Money is a leaky abstraction. What epicureanideal was really saying is that everyone's potential to create things or services of value to other people increase. Assuming people act on this potential and the monetary base stays constant we will get deflation. Of course, Uber and AirBnB are partly replacing taxi rides and hotel rooms - the total amount of rides and rooms for hire will stay more or less constant. So deflation for that reason is unlikely. It's not about the value of money overall.
But what are taxi drivers or hotel staff going to do? They can lower their prices (and thereby limit Uber/ArBnB) or they can do something else. Probably something less enjoyable and/or lower paying, or they would already be doing it. So money moves from professionals to hobbyists and the firms that organize the hobbyist movements. But who are the hobbyists really? Not millionaires, I would bet. The Uber drivers may be hotel staff and the AirBnB hoteliers may be taxi drivers. People who need money, in other words.

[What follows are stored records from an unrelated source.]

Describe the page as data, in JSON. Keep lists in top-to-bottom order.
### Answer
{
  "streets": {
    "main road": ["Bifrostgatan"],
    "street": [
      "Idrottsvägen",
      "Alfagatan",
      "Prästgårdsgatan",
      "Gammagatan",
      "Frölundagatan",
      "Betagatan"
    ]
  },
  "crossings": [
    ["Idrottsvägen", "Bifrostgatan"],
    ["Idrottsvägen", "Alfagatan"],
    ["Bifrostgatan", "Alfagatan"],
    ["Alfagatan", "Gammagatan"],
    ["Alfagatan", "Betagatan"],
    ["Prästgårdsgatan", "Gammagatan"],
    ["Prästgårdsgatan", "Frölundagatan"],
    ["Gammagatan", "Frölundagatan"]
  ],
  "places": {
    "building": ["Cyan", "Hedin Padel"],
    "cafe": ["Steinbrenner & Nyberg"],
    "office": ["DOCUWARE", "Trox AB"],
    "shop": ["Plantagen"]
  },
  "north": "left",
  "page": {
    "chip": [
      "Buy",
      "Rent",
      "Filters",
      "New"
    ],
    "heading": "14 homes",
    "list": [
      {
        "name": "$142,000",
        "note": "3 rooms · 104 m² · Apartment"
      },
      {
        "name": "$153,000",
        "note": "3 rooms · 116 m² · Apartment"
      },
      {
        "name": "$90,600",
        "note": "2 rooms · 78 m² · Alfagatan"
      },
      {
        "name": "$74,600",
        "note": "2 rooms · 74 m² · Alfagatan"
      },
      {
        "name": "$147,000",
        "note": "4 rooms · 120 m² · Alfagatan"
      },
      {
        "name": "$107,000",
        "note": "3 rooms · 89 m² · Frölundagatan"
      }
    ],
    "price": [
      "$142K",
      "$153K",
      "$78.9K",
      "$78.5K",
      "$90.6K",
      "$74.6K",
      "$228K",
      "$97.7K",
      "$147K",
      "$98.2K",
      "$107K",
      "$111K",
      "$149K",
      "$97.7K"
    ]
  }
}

So lower-class services get less expensive, low-class people get less purchasing potential and the potential go to the middle-upper class people at Uber/AirBnB directly, and to other trades not suited for hobbyisation indirectly.
> They can lower their prices (and thereby limit Uber/ArBnB) or they can do something else. Probably something less enjoyable and/or lower paying, or they would already be doing it.
I'm not really sure that the money-flow works the way you think it does. When I stayed in London last week at AirBnB instead of the hotel which was literally next door, the savings wasn't just hotel labor (which I mostly didn't need). It also meant money that could have gone to the hotel owners (capitalists with multi-million pound investments) instead went to a family which was spending time abroad on a cycle-tour through Germany.
> It also meant money that could have gone to the hotel owners (capitalists with multi-million pound investments) instead went to a family which was spending time abroad on a cycle-tour through Germany.
The money you would have paid to a hotel would have been split between the employees and the owners. For your Airbnb stay, a 6-12% guest service fee [0] and a 3% host service fee [1] was paid to Airbnb, who are analogous to the owners in the hotel situation.
You are perfectly right that you made savings by not paying for services you didn't want, but the "sharing" model hasn't eliminated the role of the capitalist class, which is implied by your post.
To take a much broader view, although our global production capacity has increased markedly, so has our consumption, which ultimately causes prices of these goods to remain relatively high to people on locally average incomes. One might hypothecate that we could maintain our higher production with a significantly smaller global population (and correspondingly lower consumption), which would make real inroads into lowering prices for common goods, but I really have no idea as to whether or not that is true.
Not mostly. Inflation is the rise in price of all goods, because there is (physically or effectively - see Velocity Of Money) more money in circulation. In this case, "increasing our earnings potential" means making people better at making stuff, and that stuff should see a fall in prices, with rises restricted to things we can't effectively (for whatever reason) make more of.
Perhaps the reason we'll all need to "hustle as a way of life" is because by making it easy enough for everyone to do, everyone's earning potential is increased, and our entire earning potential gets soaked up by higher rents and other limited-quantity commodities we all compete for.